Exercise requirements: Return exactly those lines of the material below that fall between the line holding "function stroke(path, color, width, dash)" and the line holding "function drawText(font, color, halo, rows, align", inclusive.

Supplied data:
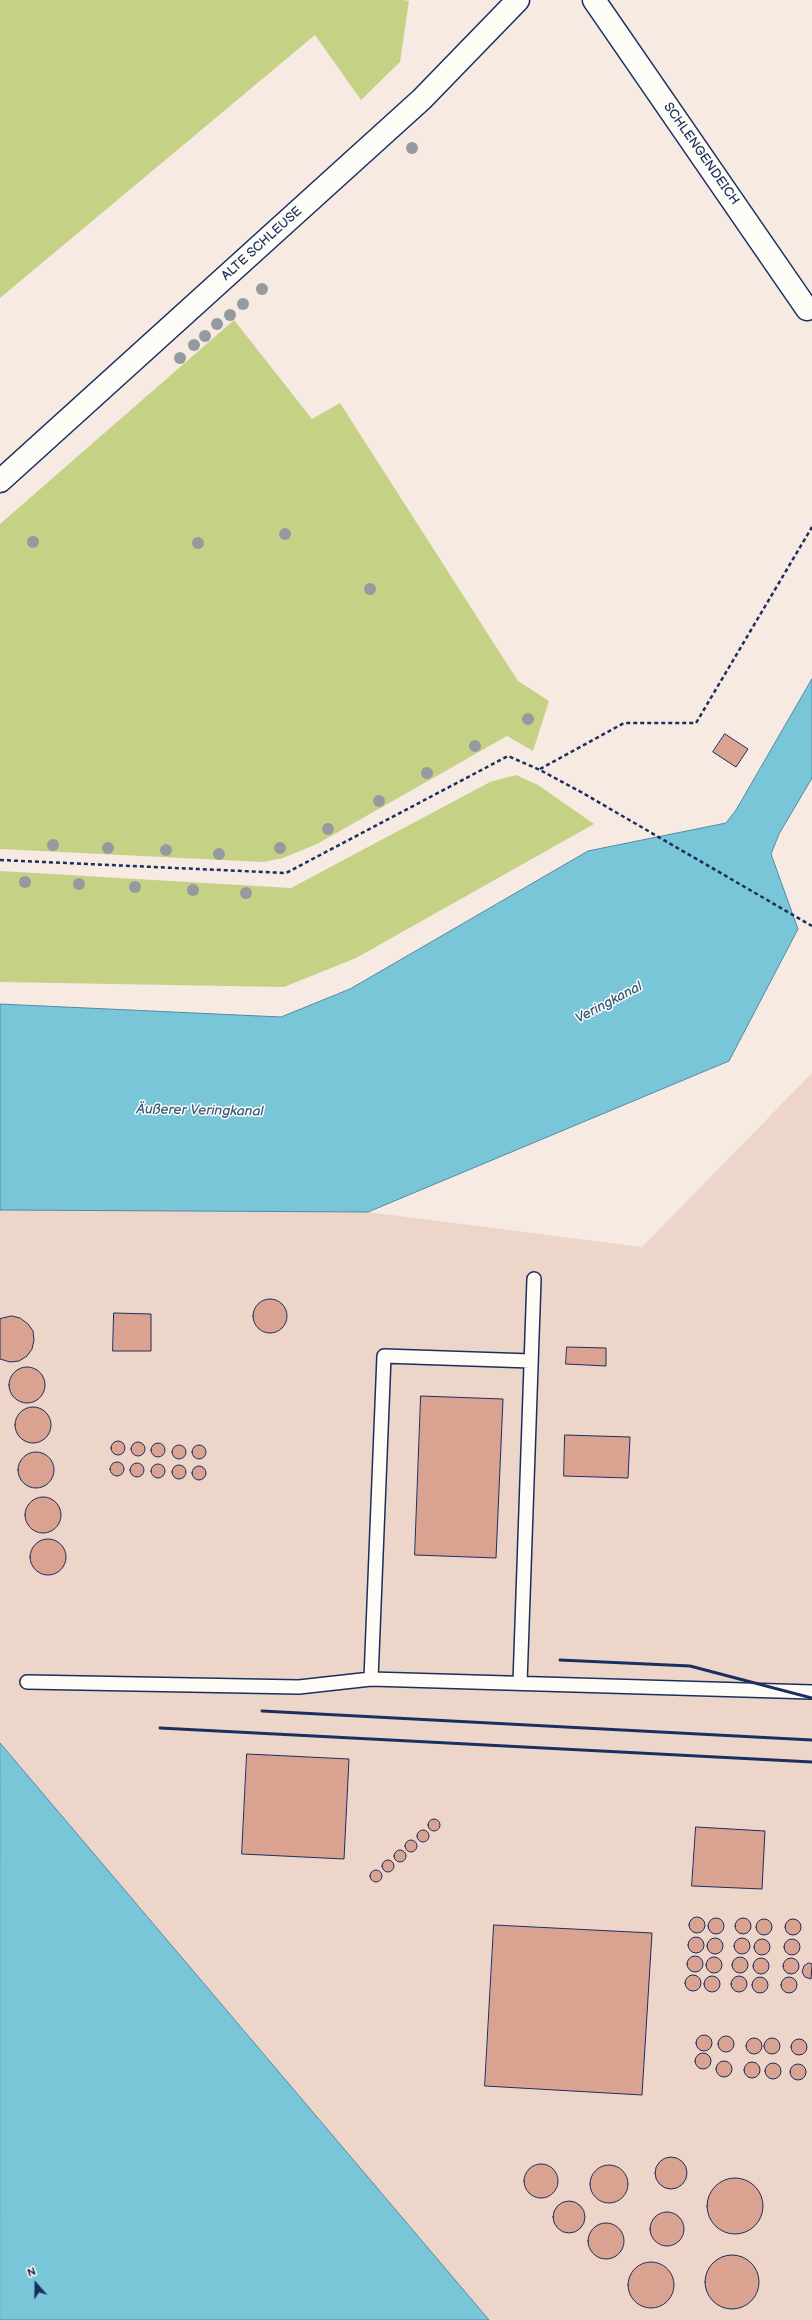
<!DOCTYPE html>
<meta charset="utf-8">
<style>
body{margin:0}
#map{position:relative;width:812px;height:2320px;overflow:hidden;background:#f6eae3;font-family:"Balsamiq Sans",sans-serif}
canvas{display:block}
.north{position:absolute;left:16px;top:2264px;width:40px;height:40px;-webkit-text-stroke:3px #fdfcf7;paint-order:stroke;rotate:340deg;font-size:11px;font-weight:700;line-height:16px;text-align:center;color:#1b2f5e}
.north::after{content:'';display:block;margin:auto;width:14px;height:18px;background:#1b2f5e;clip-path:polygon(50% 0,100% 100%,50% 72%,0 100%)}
</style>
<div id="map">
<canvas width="812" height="2320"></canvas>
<div class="north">N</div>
</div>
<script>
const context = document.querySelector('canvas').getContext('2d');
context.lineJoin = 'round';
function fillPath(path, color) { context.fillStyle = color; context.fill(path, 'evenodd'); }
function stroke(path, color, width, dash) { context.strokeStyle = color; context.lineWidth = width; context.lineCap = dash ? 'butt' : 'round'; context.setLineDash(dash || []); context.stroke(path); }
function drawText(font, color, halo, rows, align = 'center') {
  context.font = font + ' "Balsamiq Sans",sans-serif'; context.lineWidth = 3; context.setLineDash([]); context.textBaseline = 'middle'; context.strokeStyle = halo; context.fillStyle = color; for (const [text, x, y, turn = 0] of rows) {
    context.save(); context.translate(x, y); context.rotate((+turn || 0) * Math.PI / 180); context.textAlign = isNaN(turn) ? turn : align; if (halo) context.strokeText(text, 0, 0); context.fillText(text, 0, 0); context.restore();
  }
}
fillPath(new Path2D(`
 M 812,1073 L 812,2320 L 489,2320 L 0,1743 L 0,1210 L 368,1212 L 642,1247 Z`), '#eed5ca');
fillPath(new Path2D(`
 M 0,0 L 404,0 L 409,1 L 400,62 L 361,100 L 315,35 L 0,298 Z
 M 234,320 L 312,419 L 340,403 L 518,681 L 549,701 L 533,751 L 507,736 L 317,844 L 283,858 L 263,862 L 0,849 L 0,524 Z
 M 516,775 L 538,785 L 594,824 L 356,958 L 284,987 L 0,982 L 0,871 L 291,888 L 490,782 Z`), '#c5d286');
const water = new Path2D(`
 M 812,679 L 812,778 L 779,834 L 771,854 L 798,929 L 729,1061 L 368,1212 L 0,1210 L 0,1004 L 281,1017 L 350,989 L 588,851 L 726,823 L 736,810 Z
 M 0,1743 L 489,2320 L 0,2320 Z`);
fillPath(water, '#78c6d7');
stroke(water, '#538aa7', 1);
const building = new Path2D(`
 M 725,734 L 748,749 L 736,767 L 713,752 Z
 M253 1316a17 17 0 1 1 34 0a17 17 0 1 1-34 0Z
 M 114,1313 L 151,1314 L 151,1351 L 113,1351 Z
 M 12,1316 L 20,1318 L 28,1324 L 33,1331 L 34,1340 L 32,1349 L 27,1356 L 19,1361 L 10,1362 L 0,1359 L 0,1319 Z
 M 567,1347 L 606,1348 L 606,1366 L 566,1364 Z
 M9 1385a18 18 0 1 1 36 0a18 18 0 1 1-36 0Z
 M 421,1396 L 503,1399 L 496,1558 L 415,1555 Z
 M15 1425a18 18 0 1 1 36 0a18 18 0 1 1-36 0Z
 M 565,1435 L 630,1437 L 628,1478 L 564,1476 Z
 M111 1448a7 7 0 1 1 14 0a7 7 0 1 1-14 0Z
 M131 1449a7 7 0 1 1 14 0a7 7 0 1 1-14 0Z
 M151 1450a7 7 0 1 1 14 0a7 7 0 1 1-14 0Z
 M192 1452a7 7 0 1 1 14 0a7 7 0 1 1-14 0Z
 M172 1452a7 7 0 1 1 14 0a7 7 0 1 1-14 0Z
 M18 1470a18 18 0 1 1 36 0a18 18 0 1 1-36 0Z
 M110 1469a7 7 0 1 1 14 0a7 7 0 1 1-14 0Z
 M130 1470a7 7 0 1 1 14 0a7 7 0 1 1-14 0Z
 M151 1471a7 7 0 1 1 14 0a7 7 0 1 1-14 0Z
 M172 1472a7 7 0 1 1 14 0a7 7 0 1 1-14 0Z
 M192 1473a7 7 0 1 1 14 0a7 7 0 1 1-14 0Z
 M25 1515a18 18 0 1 1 36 0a18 18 0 1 1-36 0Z
 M30 1557a18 18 0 1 1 36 0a18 18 0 1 1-36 0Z
 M 247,1754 L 349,1759 L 344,1859 L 242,1854 Z
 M428 1825a6 6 0 1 1 12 0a6 6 0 1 1-12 0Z
 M 696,1827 L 765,1831 L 762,1889 L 692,1886 Z
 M417 1836a6 6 0 1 1 12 0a6 6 0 1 1-12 0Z
 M405 1846a6 6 0 1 1 12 0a6 6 0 1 1-12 0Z
 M394 1856a6 6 0 1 1 12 0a6 6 0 1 1-12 0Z
 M382 1866a6 6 0 1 1 12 0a6 6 0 1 1-12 0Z
 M370 1876a6 6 0 1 1 12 0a6 6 0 1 1-12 0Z
 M689 1925a8 8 0 1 1 16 0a8 8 0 1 1-16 0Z
 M735 1926a8 8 0 1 1 16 0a8 8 0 1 1-16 0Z
 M708 1926a8 8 0 1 1 16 0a8 8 0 1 1-16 0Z
 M785 1927a8 8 0 1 1 16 0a8 8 0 1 1-16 0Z
 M756 1927a8 8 0 1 1 16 0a8 8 0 1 1-16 0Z
 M 494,1925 L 652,1933 L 642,2095 L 485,2086 Z
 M688 1945a8 8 0 1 1 16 0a8 8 0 1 1-16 0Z
 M707 1946a8 8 0 1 1 16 0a8 8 0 1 1-16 0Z
 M734 1946a8 8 0 1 1 16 0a8 8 0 1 1-16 0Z
 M784 1947a8 8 0 1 1 16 0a8 8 0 1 1-16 0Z
 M754 1947a8 8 0 1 1 16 0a8 8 0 1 1-16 0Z
 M687 1964a8 8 0 1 1 16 0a8 8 0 1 1-16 0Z
 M706 1965a8 8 0 1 1 16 0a8 8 0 1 1-16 0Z
 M732 1965a8 8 0 1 1 16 0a8 8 0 1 1-16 0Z
 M753 1966a8 8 0 1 1 16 0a8 8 0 1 1-16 0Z
 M783 1966a8 8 0 1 1 16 0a8 8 0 1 1-16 0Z
 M 809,1963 L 812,1964 L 811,1979 L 805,1977 L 802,1972 L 804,1966 Z
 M685 1983a8 8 0 1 1 16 0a8 8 0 1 1-16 0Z
 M731 1984a8 8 0 1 1 16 0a8 8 0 1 1-16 0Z
 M704 1984a8 8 0 1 1 16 0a8 8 0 1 1-16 0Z
 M752 1985a8 8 0 1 1 16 0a8 8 0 1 1-16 0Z
 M781 1985a8 8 0 1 1 16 0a8 8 0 1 1-16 0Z
 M696 2043a8 8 0 1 1 16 0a8 8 0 1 1-16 0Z
 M718 2044a8 8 0 1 1 16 0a8 8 0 1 1-16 0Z
 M746 2046a8 8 0 1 1 16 0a8 8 0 1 1-16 0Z
 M764 2046a8 8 0 1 1 16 0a8 8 0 1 1-16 0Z
 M791 2047a8 8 0 1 1 16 0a8 8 0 1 1-16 0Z
 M695 2061a8 8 0 1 1 16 0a8 8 0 1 1-16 0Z
 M716 2069a8 8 0 1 1 16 0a8 8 0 1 1-16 0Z
 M744 2070a8 8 0 1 1 16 0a8 8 0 1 1-16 0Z
 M765 2071a8 8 0 1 1 16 0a8 8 0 1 1-16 0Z
 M790 2072a8 8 0 1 1 16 0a8 8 0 1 1-16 0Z
 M655 2173a16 16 0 1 1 32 0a16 16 0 1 1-32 0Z
 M524 2181a17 17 0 1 1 34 0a17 17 0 1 1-34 0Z
 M590 2184a19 19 0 1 1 38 0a19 19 0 1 1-38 0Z
 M707 2206a28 28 0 1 1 56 0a28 28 0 1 1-56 0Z
 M553 2217a16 16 0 1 1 32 0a16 16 0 1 1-32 0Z
 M650 2229a17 17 0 1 1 34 0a17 17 0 1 1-34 0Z
 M588 2241a18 18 0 1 1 36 0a18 18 0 1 1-36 0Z
 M705 2282a27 27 0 1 1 54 0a27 27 0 1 1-54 0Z
 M628 2285a23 23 0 1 1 46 0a23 23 0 1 1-46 0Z`);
fillPath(building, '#daa391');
stroke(building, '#1b2f5e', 1);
const lane = new Path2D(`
 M 371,1679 L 384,1356 L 531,1361
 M 27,1682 L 299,1687 L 371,1679 L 812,1692
 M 520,1683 L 534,1279`);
const street = new Path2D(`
 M 594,0 L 807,309
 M 0,481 L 422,99 L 518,0`);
stroke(lane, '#1b2f5e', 16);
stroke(street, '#1b2f5e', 25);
stroke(new Path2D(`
 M 540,769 L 624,723 L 696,723 L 812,527
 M 0,860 L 286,873 L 508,756 L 540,770 L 581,792 L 812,926`), '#1b2f5e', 2.5, [4, 3]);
stroke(lane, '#fdfcf7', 13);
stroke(street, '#fdfcf7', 22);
stroke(new Path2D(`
 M 560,1660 L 690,1666 L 812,1698
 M 262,1711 L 812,1740
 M 160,1728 L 812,1762`), '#1b2f5e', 3);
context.fillStyle = '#959a9f';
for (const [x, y] of [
 [412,148],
 [262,289],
 [243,304],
 [230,315],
 [217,324],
 [205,336],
 [194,345],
 [180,358],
 [285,534],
 [33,542],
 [198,543],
 [370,589],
 [528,719],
 [475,746],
 [427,773],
 [379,801],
 [328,829],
 [53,845],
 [108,848],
 [280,848],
 [166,850],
 [219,854],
 [25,882],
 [79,884],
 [135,887],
 [193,890],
 [246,893]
]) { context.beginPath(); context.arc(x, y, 6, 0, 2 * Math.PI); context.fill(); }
drawText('13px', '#1b2f5e', '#fdfcf7', [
 ["SCHLENGENDEICH",701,154,55],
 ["ALTE SCHLEUSE",262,244,-42]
]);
drawText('italic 14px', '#375c82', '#fdfcf7', [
 ["Veringkanal",609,1003,-28],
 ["Äußerer Veringkanal",200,1111,1]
]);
</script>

Output below:
function stroke(path, color, width, dash) { context.strokeStyle = color; context.lineWidth = width; context.lineCap = dash ? 'butt' : 'round'; context.setLineDash(dash || []); context.stroke(path); }
function drawText(font, color, halo, rows, align = 'center') {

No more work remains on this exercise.